I want to understand the proof of the theorem below and everything written in italic is my comments about some statements that are not clear for me. So, if you clarify the parts that I wrote in italic and if its possible give another proof, I would appreciate it.
Theorem. Let $I$ be a non-zero ideal of $\mathcal{O}$. Then,
i.We have that $N(\alpha\mathcal{O})=|N_{K/ \mathbb{Q}}(\alpha)|, \alpha\in\mathcal{O}$.
ii.The norm of $I$ is finite.
Proof.
i.$\mathcal{O}$ is a free Abelian group of rank $n= [K:\mathbb{Q}]$, thus, there exist a $\mathbb{Z}-$basis $\alpha_1,\dots,\alpha_n$ of $\mathcal{O}$ such that $\mathcal{O}=\alpha_1\mathbb{Z} \oplus\dots\ \oplus\alpha_n\mathbb{Z}$.
-Now, how can we write $\mathcal{O}=\alpha_1\mathbb{Z} \oplus\dots\ \oplus\alpha_n\mathbb{Z}$? I was thinking that we can write $\mathcal{O}= \bigoplus_{i=1}^{n}R$ where $R$ is some $\mathbb{Z}-$module so the summands would be the same.

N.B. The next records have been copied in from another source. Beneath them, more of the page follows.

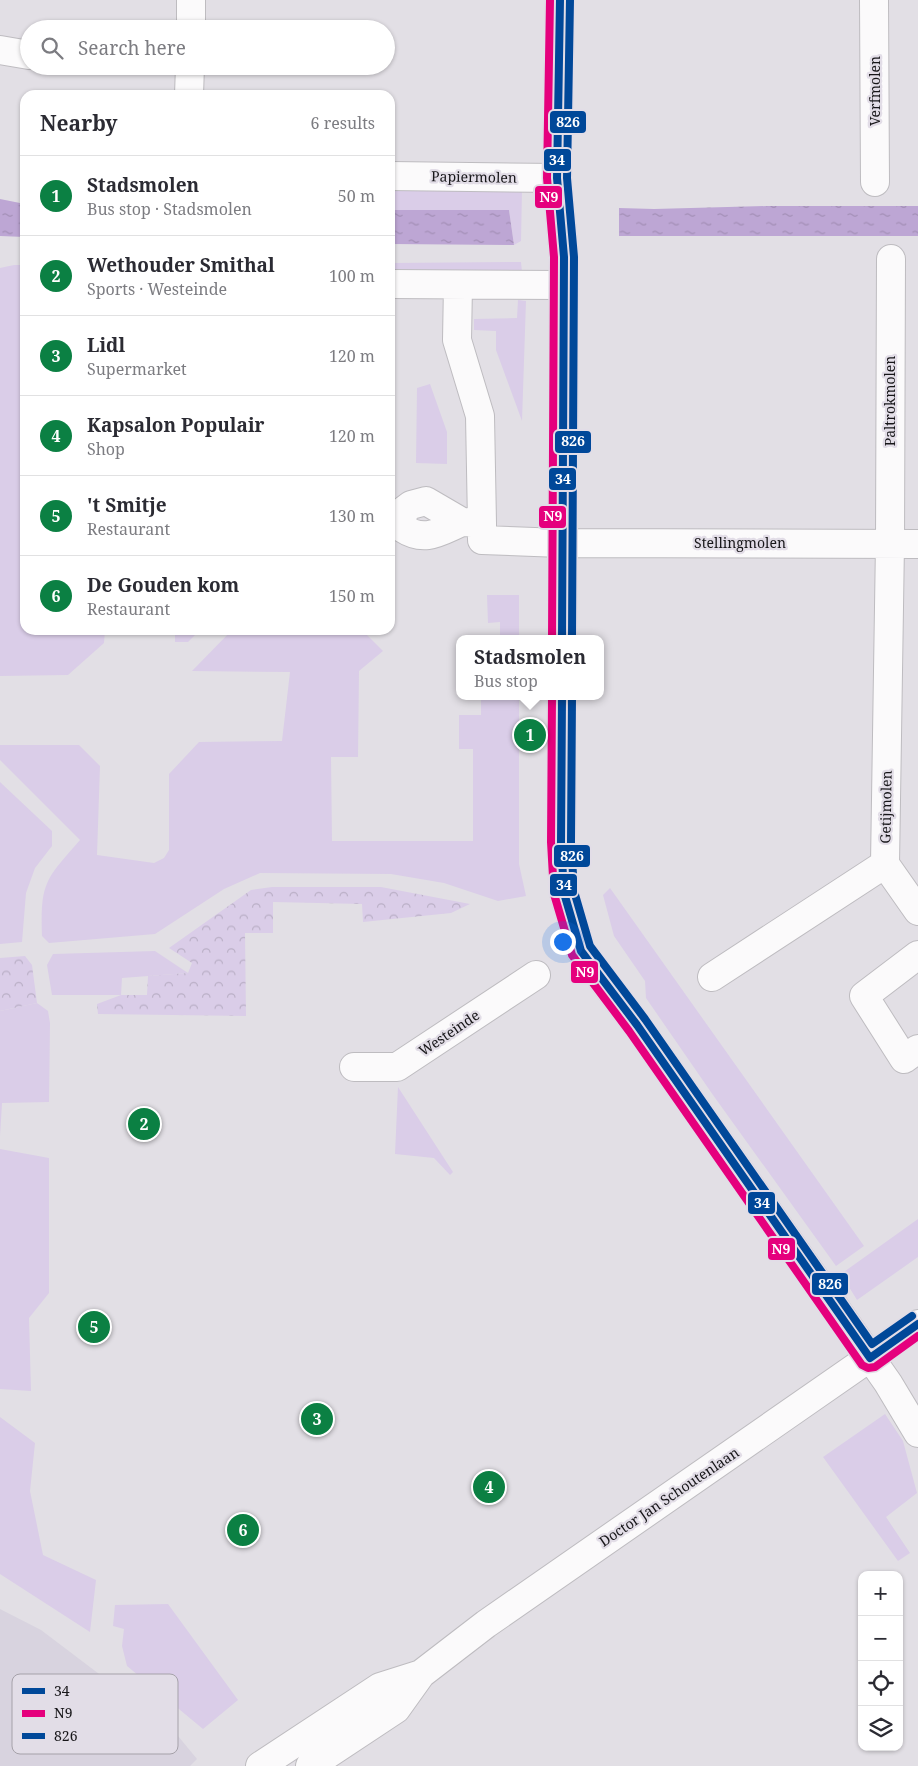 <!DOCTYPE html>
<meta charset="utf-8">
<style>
:root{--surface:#fff;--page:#f7f7f7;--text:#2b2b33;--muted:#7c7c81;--line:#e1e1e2;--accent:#0b8043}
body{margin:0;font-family:"Noto Serif",serif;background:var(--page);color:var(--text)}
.controls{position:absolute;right:15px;bottom:15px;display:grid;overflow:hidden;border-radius:10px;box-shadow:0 1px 4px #0004}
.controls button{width:45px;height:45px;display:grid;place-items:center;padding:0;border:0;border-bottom:1px solid var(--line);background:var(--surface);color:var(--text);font:25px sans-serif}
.you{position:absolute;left:562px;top:941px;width:18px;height:18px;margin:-12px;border:4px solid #fff;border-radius:50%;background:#1a73e8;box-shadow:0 0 0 8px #1a73e833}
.badge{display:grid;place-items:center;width:32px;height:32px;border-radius:50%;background:var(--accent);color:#fff;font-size:16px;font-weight:700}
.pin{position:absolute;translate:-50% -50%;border:2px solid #fff;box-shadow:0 1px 5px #0006}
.popup{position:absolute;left:456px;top:635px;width:148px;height:65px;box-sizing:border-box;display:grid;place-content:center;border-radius:10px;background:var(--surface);filter:drop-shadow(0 1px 4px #0005);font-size:16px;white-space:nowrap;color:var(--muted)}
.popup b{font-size:19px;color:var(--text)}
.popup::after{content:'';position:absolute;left:50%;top:100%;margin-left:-10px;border:10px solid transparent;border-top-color:var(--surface)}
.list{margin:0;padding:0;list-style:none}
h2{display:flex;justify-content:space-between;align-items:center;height:65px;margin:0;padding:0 20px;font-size:21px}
h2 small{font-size:16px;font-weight:400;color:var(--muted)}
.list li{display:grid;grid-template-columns:32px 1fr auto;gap:15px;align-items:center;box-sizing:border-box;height:80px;padding:0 20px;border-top:1px solid var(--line)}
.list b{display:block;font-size:19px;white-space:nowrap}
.list p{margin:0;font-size:16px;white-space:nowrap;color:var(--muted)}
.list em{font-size:16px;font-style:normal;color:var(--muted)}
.icon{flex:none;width:28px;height:28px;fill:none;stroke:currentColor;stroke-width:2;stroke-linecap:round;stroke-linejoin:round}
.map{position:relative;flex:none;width:918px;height:1766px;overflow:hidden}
.search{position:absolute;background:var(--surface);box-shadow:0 1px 4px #0004;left:20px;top:20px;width:375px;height:55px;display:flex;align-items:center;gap:12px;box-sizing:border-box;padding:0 18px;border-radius:28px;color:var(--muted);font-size:19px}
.panel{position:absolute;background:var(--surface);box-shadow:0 1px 4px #0004;left:20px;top:90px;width:375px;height:545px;border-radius:15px}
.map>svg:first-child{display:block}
</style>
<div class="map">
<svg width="918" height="1766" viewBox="0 0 918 1766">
<defs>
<pattern id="forest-crowns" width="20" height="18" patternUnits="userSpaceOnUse" patternTransform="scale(1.25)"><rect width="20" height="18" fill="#dacde8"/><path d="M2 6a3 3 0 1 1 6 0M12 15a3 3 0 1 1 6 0" fill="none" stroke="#baafc6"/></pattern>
<pattern id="water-ripples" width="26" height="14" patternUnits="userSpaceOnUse" patternTransform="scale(1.25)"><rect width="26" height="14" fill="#bda6d4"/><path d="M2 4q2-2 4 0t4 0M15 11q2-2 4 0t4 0" fill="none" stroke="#a28eb5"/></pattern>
</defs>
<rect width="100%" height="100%" fill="#e2dfe5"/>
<path fill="#d8d3df" d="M0 1609 41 1630 173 1730 197 1759 190 1766H0Z"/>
<path fill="#dacde8" d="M390 189 522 190 521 241 514 245 509 210H390Z
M521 262 522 272 390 273V263Z
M14 265H25V630H105L104 643 68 675 0 676V268Z
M518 300 526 301 522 421 496 350V331L474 330V319L517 318Z
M430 384 447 432V464L416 463 417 388Z
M487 595H519V639H500V622L488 623Z
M175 630H200L188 642H175Z
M232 630H329L340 633 362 630 383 651 359 671 358 757H331L332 841H473V749H459V715H481V696H519V864L526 896 498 901 444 883 391 874 260 873 224 889 155 934 49 943 42 936C40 882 46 879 80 840L0 760V745H79L100 766 97 855 154 863 164 858 169 850V774L199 742 282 741 290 672 192 671Z
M0 782 52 831V846L35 868 26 893 22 942 0 944Z
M610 888 864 1246 836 1266 713 1095 646 998 645 981 614 936 603 895Z
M155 951 188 973 122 978 121 995H52L47 965 53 954Z
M37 1003 48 1011 50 1023 49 1102 2 1103 0 1136V1011Z
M398 1087 453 1172 450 1175 434 1158 395 1154Z
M0 1149 49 1158V1293L29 1318 31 1391 0 1389Z
M918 1219V1257L857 1300 841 1274Z
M885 1414 903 1441 917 1493 886 1517 910 1553 898 1561 823 1457Z
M0 1417 35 1443 30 1491 43 1555 96 1580 90 1632 0 1574Z
M168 1604 238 1700 203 1729 127 1666 122 1646 124 1629 113 1626 115 1605Z"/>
<path fill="url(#forest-crowns)" d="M272 887H381L470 904 451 913 363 922 362 904 273 902V933H245L246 1016 98 1014 97 1004 121 995H147L148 976 188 973 192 963 169 948 251 890Z
M25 956 32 965 37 1003 0 1011V958Z"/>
<path fill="url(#water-ripples)" d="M0 199 25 204V237L0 236Z
M767 206H918V236H619V208L654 209Z
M390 210H509L514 245 390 244Z"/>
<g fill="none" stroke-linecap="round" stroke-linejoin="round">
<g stroke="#bebcc0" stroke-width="30">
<path id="minor" d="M560 0 557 178 564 257 562 639
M874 0 875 182
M191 29V0
M0 50 29 55
M189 95 190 66
M390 176 557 178
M390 284 564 285
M458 285 457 340 480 416 482 523
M462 522C439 532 425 543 402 528L403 511 411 505 426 501 462 522 482 523V540L561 543 918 544
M562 696 561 842 564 893 581 951 637 1025 888 1383 918 1433
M885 864 918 911
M918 955 864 996 904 1059 918 1049
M712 977 885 864 890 543 891 259
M354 1067H397L536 975
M260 1766 380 1687 421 1674
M310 1766 396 1709 421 1674 486 1624 918 1324"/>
</g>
<use href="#minor" stroke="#fbfafb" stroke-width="28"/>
<g stroke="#e2dde7" stroke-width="11">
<path id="bus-1" d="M560 0 557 178 564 257 562 639
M562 696 561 842 564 893 581 951 637 1025 870 1358
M870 1358 918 1324"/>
</g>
<g stroke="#e2dde7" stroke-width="11">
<path id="bus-2" d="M550 0 547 178 554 257 552 639
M552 696 551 842 554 894 572 955 629 1031 862 1365 868 1368 875 1367 918 1336"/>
</g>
<g stroke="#e2dde7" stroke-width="11">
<path id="bus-3" d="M570 0 567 178 574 257 572 639
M572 696 571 842 574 891 590 946 645 1019 872 1344 912 1316"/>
</g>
<use href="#bus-1" stroke="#004899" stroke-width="8"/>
<use href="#bus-2" stroke="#e5007d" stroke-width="8"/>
<use href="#bus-3" stroke="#004899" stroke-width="8"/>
</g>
<g text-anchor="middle" stroke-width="4.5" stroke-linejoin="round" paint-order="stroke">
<g font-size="14" fill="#171619" stroke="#e2dde7">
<text transform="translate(875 91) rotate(-90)" y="5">Verfmolen</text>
<text transform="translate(474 177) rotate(1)" y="5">Papiermolen</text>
<text transform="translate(890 401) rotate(-90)" y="5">Paltrokmolen</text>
<text x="740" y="548">Stellingmolen</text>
<text transform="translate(886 807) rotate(-89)" y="5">Getijmolen</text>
<text transform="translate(449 1033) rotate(-34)" y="5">Westeinde</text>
<text transform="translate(669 1497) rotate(-34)" y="5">Doctor Jan Schoutenlaan</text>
</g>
</g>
<rect x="12" y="1674" width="166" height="80" rx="8" fill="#e2dde7" stroke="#a5a1a9" stroke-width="1"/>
<rect x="22" y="1688" width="23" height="6" fill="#004899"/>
<rect x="22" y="1710" width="23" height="7" fill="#e5007d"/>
<rect x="22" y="1733" width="23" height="6" fill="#004899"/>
<g font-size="14" fill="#171619">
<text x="54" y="1696">34</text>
<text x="54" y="1718">N9</text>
<text x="54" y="1741">826</text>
</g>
<g stroke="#e2dde7" stroke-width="2">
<rect x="549" y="110" width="38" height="24" rx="5" fill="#004899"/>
<rect x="543" y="148" width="29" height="24" rx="5" fill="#004899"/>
<rect x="534" y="185" width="29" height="24" rx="5" fill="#e5007d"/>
<rect x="554" y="430" width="38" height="24" rx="5" fill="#004899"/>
<rect x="548" y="467" width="29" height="24" rx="5" fill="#004899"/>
<rect x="538" y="505" width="29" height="24" rx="5" fill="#e5007d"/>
<rect x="553" y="844" width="38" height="24" rx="5" fill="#004899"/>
<rect x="549" y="873" width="29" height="24" rx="5" fill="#004899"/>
<rect x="570" y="960" width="29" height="24" rx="5" fill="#e5007d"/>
<rect x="747" y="1191" width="29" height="24" rx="5" fill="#004899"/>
<rect x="767" y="1237" width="29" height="24" rx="5" fill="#e5007d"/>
<rect x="811" y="1272" width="38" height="24" rx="5" fill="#004899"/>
</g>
<g font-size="14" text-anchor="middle" font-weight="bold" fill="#fff">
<text x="568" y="127">826</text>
<text x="557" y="165">34</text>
<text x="549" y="202">N9</text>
<text x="573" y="446">826</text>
<text x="563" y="484">34</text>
<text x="553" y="521">N9</text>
<text x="572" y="861">826</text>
<text x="564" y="890">34</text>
<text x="585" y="977">N9</text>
<text x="762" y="1208">34</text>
<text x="781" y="1254">N9</text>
<text x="830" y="1289">826</text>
</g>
</svg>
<div class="controls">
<button>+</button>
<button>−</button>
<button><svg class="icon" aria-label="locate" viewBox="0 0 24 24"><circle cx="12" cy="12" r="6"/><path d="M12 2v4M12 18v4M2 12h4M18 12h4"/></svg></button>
<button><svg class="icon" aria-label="layers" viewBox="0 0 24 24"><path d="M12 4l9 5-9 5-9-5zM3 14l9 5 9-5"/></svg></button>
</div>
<div class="you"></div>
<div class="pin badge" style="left:530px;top:735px">1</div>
<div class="popup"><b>Stadsmolen</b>Bus stop</div>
<div class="pin badge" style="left:144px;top:1124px">2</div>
<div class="pin badge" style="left:317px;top:1419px">3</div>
<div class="pin badge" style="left:489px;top:1487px">4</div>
<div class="pin badge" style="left:94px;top:1327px">5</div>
<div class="pin badge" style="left:243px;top:1530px">6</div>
<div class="search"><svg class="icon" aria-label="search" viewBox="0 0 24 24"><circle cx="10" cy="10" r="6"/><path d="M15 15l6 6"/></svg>Search here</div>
<section class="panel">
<h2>Nearby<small>6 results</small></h2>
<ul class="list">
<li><span class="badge">1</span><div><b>Stadsmolen</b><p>Bus stop · Stadsmolen</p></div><em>50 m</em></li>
<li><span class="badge">2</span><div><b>Wethouder Smithal</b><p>Sports · Westeinde</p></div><em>100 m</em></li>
<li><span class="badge">3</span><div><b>Lidl</b><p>Supermarket</p></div><em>120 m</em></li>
<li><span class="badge">4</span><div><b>Kapsalon Populair</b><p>Shop</p></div><em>120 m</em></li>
<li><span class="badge">5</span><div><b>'t Smitje</b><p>Restaurant</p></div><em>130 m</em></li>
<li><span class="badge">6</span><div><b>De Gouden kom</b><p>Restaurant</p></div><em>150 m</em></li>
</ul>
</section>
</div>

Then, it is a general result(how?) on free Abelian groups that if $H$ is a subgroup of $G$, both of same rank with $\mathbb{Z}$-bases $x_1, \dots,x_n$ and $y_1,\dots,y_n$ respectively with $y_i=\displaystyle\sum_{j}a_{ij}x_j$, then $|G/H|=|det(a_{ij})|$.
-I have no idea about how to prove this 'general' result. I have found some questions related to this result but it would be great if you can clarify it.
We apply this theorem in our case where $G=\mathcal{O}$ and $H=\alpha\mathcal{O}$. Since one basis is obtained from the other by multiplication by $\alpha$, we have that $|\mathcal{O}/ \alpha\mathcal{O}|=det(\mu_\alpha)=|N_{K/ \mathbb{Q}}(\alpha)|.$
Is $\mu_\alpha$ the transformation matrix of the linear operator-field homomorphism- $\varphi : K \to \mathbb{C}$ where $\varphi(x) = \alpha x$?
ii. Let $0 \neq \alpha \in I$. Since $I$ is an ideal of $\mathcal{O}$ and $\alpha \mathcal{O} \subset I$, we have a surjective map $\mathcal{O}/ \alpha \mathcal{O} \to \mathcal{O} / I$. So, the result follows from part one.
Do we define the map as $\varphi(x + \alpha\mathcal{O})=x+I$, and how did we conclude the result?
I think this should clarify what you need here
We didn't define the multiplication in $\mathcal{O}_K$ (ie. the result of $\alpha_i\alpha_j$). All we need to know is that the multiplication by any $\beta \in \mathcal{O}_K$ is given by some matrix $B \in \mathbb{Z}^{n \times n}$ : $$\beta \sum_{j=1}^n c_j \alpha_j = \beta\varphi(c) = \varphi(B c)=\sum_{j=1}^n (Bc)_j \alpha_j$$
And from the $\mathbb{Z}^n$ side we have the quotient of free $\mathbb{Z}$-modules formula $$|\mathcal{O}_K/\beta\mathcal{O}_K|=|\varphi^{-1}(\mathcal{O}_K)/\varphi^{-1}(\beta\mathcal{O}_K)| = |\mathbb{Z}^n/B\mathbb{Z}^n| = |\det(B)| = |N_{K/\mathbb{Q}}(\beta)|$$
Note how changing the basis $\alpha_j$ by another one means replacing $B$ by $M B M^{-1}$ with $M,M^{-1} \in \mathbb{Z}^{n\times n}$ and hence $|\det(M)| = 1$.